One of my favorite Twila stories came from her father while he was alive. It was on the eve of her mastectomy. She’d been fearful and anxious, but then. “Just a brief note today,” he wrote. “Twila came upstairs this morning all smiles. She said last night Jesus came and sat on her bed and smiled at her and she smiled back. Sometimes God goes the second mile to assure us of his presence.”

It was sometime after her first bout with bone cancer that she started a new habit. So happy and glad was she when the awful pain went away that she began to keep a count of how many days she’d been pain free, and she began to text it to family and friends.

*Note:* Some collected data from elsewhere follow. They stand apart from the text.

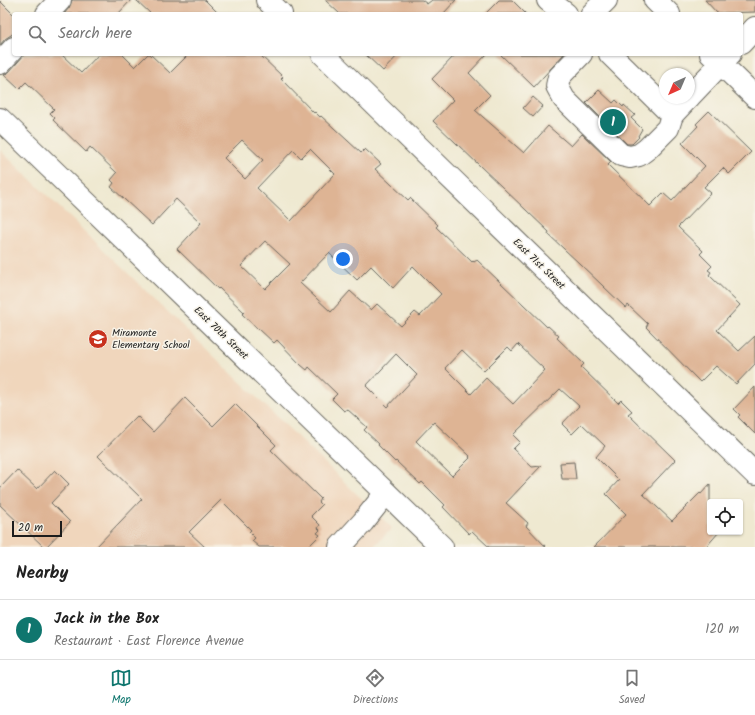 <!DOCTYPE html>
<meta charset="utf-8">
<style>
body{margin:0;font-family:Kalam,sans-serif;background:#f2f2f2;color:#222}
.controls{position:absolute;right:12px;bottom:12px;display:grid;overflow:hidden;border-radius:4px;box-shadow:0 1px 3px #0004}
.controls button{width:36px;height:36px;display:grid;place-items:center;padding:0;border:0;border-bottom:1px solid #e0e0e0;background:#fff;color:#222;font:20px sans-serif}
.compass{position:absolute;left:659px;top:68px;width:36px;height:36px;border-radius:50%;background:#fff;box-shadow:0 1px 3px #0004;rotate:224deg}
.scale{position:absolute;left:12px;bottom:10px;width:50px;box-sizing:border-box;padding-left:4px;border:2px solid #1c1c1c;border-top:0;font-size:11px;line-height:14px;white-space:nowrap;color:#1c1c1c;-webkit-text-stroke:3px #f7f3e8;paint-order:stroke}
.you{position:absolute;left:343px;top:259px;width:14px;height:14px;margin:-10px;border:3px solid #fff;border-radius:50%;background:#1a73e8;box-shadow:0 0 0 6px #1a73e833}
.badge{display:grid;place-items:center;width:26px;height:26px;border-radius:50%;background:#0f766e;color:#fff;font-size:13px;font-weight:700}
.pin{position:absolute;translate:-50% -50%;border:2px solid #fff;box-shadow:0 1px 4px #0006}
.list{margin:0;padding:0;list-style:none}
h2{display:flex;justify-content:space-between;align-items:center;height:52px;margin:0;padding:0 16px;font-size:17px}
h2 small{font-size:13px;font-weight:400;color:#767676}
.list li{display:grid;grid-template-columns:26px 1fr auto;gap:12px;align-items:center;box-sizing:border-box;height:60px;padding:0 16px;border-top:1px solid #e0e0e0}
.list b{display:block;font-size:15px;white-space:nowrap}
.list p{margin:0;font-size:13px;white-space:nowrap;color:#767676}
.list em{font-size:13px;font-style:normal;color:#767676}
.icon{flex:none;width:22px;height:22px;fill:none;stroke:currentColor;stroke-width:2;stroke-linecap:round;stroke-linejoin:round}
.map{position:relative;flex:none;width:755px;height:547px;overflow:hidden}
.search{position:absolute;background:#fff;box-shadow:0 1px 3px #0004;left:12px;right:12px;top:12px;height:44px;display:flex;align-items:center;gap:10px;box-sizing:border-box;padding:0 14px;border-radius:4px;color:#767676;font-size:15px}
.sheet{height:112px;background:#fff}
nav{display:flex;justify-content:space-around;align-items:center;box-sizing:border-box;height:56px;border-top:1px solid #e0e0e0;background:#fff;font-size:11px;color:#767676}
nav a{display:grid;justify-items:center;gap:2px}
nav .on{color:#0f766e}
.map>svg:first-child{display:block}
.built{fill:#f0d6bc}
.building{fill:#deb494;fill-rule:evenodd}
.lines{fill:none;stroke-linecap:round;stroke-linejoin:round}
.minor-casing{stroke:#66645b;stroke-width:24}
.major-casing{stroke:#66645b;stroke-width:24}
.minor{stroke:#fff;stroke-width:22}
.major{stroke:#fff;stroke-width:22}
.labels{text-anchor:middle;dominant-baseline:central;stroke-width:3;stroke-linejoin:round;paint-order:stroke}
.street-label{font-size:10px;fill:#1c1c1c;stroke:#f7f3e8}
.poi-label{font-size:10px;fill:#1c1c1c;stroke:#f7f3e8;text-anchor:start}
</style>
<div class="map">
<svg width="755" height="547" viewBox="0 0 755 547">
<rect width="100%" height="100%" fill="#f7f3e8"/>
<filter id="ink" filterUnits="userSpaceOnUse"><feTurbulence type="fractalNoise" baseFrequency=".025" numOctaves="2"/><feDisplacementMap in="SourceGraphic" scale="8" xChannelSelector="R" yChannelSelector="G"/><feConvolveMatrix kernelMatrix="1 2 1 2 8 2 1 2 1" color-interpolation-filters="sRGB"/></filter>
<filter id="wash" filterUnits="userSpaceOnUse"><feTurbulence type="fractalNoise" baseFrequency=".012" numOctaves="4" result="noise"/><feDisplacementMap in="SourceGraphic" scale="16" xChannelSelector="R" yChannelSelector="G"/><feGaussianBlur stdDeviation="0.9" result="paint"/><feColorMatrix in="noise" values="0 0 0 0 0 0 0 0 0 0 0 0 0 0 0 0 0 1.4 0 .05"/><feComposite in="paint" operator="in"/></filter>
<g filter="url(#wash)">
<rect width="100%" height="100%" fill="#efe9d1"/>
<path class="built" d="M 0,150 L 392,528 L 373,547 L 0,547 Z"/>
<g id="blocks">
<g class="building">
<path d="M 72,0 L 131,0 L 118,14 L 64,14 L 69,8 Z"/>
<path d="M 136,0 L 205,0 L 219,14 L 151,14 Z"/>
<path d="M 325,0 L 422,0 L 427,4 L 432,0 L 456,0 L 443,14 L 340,14 Z"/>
<path d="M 499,0 L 512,0 L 526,14 L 485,14 Z"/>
<path d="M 705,0 L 755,0 L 755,12 L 717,13 Z"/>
<path d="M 0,1 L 14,15 L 14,33 L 5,39 L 0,45 Z"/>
<path d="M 25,54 L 61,54 L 81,73 L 99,54 L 122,54 L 135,67 L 148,54 L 150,54 L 170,73 L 189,54 L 259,54 L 283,77 L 281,79 L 314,113 L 315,112 L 320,117 L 321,116 L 361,153 L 365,149 L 381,164 L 375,169 L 408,200 L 410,198 L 438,225 L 436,227 L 472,262 L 473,261 L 474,262 L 477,260 L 547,327 L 548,326 L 559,336 L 557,338 L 584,364 L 581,367 L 618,403 L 621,400 L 632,411 L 628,414 L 675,460 L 643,494 L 672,521 L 700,493 L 701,494 L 710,484 L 710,532 L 719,532 L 706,547 L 594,547 L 626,514 L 606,494 L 619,480 L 596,457 L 605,446 L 582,424 L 572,434 L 562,424 L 579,406 L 560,389 L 513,435 L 520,442 L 513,449 L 532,467 L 541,466 L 506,503 L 528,523 L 526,526 L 546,547 L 489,547 L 472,531 L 469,534 L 443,507 L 445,505 L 422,482 L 420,484 L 396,461 L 395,462 L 378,445 L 379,444 L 364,430 L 367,427 L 347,409 L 344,411 L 332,399 L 337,394 L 309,367 L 307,370 L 301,365 L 277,340 L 274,343 L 258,328 L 258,329 L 242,314 L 244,312 L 219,288 L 218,289 L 177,249 L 201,223 L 176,199 L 152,225 L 111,187 L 114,183 L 111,180 L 117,173 L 90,147 L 86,152 L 53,120 L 55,118 L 50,113 L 54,109 L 26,82 L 19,89 L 4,75 L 9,72 ZM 242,140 L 263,160 L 245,179 L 224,158 ZM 310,149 L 335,174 L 291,221 L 257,188 L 293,150 L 301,158 ZM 265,241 L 290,264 L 265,289 L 241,266 ZM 329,253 L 357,280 L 371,266 L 393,288 L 413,266 L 441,294 L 420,316 L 415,312 L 401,326 L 377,304 L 371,310 L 350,291 L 331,312 L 300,283 ZM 518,344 L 545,370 L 513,404 L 486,378 L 471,394 L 445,368 L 462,350 L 484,371 L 508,347 L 512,351 ZM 396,354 L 417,375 L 387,407 L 366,386 ZM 434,422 L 470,456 L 469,457 L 470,458 L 452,476 L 416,441 Z"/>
<path d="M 365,54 L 399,54 L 383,71 Z"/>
<path d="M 456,54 L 487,54 L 469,73 L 490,95 L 475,110 L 524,153 L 548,126 L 571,146 L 582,134 L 611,162 L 608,165 L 650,206 L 663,193 L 672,201 L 705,166 L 682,143 L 698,126 L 696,124 L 709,111 L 751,152 L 729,174 L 723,168 L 704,187 L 711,193 L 678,227 L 703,251 L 700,254 L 712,266 L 708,270 L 711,272 L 709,275 L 740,305 L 717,330 L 739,351 L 755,336 L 755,364 L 736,384 L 716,366 L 700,382 L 646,327 L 648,324 L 628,305 L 626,308 L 580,264 L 548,234 L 549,232 L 433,121 L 453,100 L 432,79 Z"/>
<path d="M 500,54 L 564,54 L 534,87 Z"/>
<path d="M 599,90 L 613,103 L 616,100 L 623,107 L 624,105 L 635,115 L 631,118 L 642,129 L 638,136 L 639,137 L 632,144 L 627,144 L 586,103 Z"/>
<path d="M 533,97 L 543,106 L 533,117 L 523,108 Z"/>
<path d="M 755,387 L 755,434 L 738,417 L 740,415 L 734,409 Z"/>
<path d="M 185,398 L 213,426 L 235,404 L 276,445 L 271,450 L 321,499 L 319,502 L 322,505 L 311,516 L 320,525 L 318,528 L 320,530 L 317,533 L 320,535 L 308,547 L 259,547 L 252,541 L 255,538 L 249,532 L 251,530 L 221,500 L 189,532 L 205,547 L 96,547 L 142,499 L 98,456 L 137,416 L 153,432 Z"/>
<path d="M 574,462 L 576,479 L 562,479 L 560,463 Z"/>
<path d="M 17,470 L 37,489 L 55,470 L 69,484 L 51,503 L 70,522 L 46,547 L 44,547 L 0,505 L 0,488 Z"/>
</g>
</g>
</g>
<g filter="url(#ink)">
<use href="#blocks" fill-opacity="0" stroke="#66645b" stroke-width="1"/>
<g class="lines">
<defs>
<g id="minor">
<path d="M 267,0 L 281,14"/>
<path d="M 548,0 L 566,14"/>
<path d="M 47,14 L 60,0"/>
<path d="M 592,14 L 606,0"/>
<path d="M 741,43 L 755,28"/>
<path d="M 323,54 L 755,474"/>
<path d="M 581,54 L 559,77 L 557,86 L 564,99 L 621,155 L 630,157 L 639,155 L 647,149 L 668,128 L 672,115"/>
<path d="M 610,54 L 672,115 L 688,98"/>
<path d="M 0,63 L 14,48"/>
<path d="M 689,97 L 730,54"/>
<path d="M 0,119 L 442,547"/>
<path d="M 340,547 L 363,522 L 386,493"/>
</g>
<g id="major">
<path d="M 655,0 L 669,14"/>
<path d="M 711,54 L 755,97"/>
</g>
</defs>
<use href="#minor" class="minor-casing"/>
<use href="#major" class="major-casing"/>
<use href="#minor" class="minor"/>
<use href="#major" class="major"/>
</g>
</g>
<defs>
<symbol id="school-disc" viewBox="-11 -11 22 22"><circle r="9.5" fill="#c8321e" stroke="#f7f3e8"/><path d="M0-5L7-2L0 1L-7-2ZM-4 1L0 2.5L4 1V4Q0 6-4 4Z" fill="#fff"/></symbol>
</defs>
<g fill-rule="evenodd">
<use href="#school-disc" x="87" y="328" width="22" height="22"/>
</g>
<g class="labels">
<g class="street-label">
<text transform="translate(539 264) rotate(44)">East 71st Street</text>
<text transform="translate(221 333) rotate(44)">East 70th Street</text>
</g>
<g class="poi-label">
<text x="112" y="333">Miramonte<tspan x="112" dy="12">Elementary School</tspan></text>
</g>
</g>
</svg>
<div class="controls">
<button><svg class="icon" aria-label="locate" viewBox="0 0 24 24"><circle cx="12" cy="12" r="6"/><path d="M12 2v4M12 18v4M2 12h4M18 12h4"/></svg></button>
</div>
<svg class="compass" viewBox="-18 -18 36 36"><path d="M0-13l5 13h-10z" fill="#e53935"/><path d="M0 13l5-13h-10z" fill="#767676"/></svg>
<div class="scale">20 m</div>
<div class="you"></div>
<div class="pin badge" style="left:613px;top:122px">1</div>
<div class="search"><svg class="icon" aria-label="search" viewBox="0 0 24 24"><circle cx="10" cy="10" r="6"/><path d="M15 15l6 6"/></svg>Search here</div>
</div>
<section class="sheet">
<h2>Nearby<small></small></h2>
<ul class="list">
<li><span class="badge">1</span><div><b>Jack in the Box</b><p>Restaurant · East Florence Avenue</p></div><em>120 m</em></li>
</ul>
</section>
<nav>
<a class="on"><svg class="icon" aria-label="map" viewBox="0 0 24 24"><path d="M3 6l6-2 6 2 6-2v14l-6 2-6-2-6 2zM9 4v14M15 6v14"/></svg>Map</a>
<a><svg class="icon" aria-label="directions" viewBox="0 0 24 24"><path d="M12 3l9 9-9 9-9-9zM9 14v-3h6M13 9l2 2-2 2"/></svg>Directions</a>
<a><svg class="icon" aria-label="saved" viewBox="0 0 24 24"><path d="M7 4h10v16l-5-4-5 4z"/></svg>Saved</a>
</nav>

Every morning, this is the message I get. “Good morning. I love you. It is __ days now.” And every single time I reply, I receive this one-word response. “Okay.”

Twila says that she doesn’t know how “un-Christian people” get through life and its terribly hard things. God has helped her so much, she knows she is loved, and she knows, Twila does, that everything’s “okay.”

In days of terminal disease, “Okay.”

In the sorrow of losing her parents, “Okay.”

In pain-free, joyous hours, too, “Okay.”

In the face of cancer’s return, still. She knows it will all be “okay.” Twila knows where she’s going, and she knows who is waiting to receive her. Until then, she keeps shining her light, encouraging others, and praying for those that God gives her.

I wish the world could know what Twila knows. I wish everyone could experience the peace that she carries, knowing that for children of God, it really will be “okay.” And this—that in every dark night of the soul, Lord Christ comes to us, just as he did to her, and he smiles.

From my family to yours, happy Easter! Because he is risen, there is endless hope for us all.